- **WHAT THIS TASK INVOLVES**: A faithful transcription of the entries below is required.

- **RECORDS FOR THE TASK**:
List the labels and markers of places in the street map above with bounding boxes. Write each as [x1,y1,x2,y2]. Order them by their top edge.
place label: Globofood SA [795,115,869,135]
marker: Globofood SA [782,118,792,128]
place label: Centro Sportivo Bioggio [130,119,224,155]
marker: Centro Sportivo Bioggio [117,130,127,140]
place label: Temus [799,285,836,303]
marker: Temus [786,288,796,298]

- **RESULT OF THE TASK**:
List the labels and markers of places in the street map above with bounding boxes. Write each as [x1,y1,x2,y2]. Order them by their top edge.
place label: Globofood SA [795,115,869,135]
marker: Globofood SA [782,118,792,128]
place label: Centro Sportivo Bioggio [130,119,224,155]
marker: Centro Sportivo Bioggio [117,130,127,140]
place label: Temus [799,285,836,303]
marker: Temus [786,288,796,298]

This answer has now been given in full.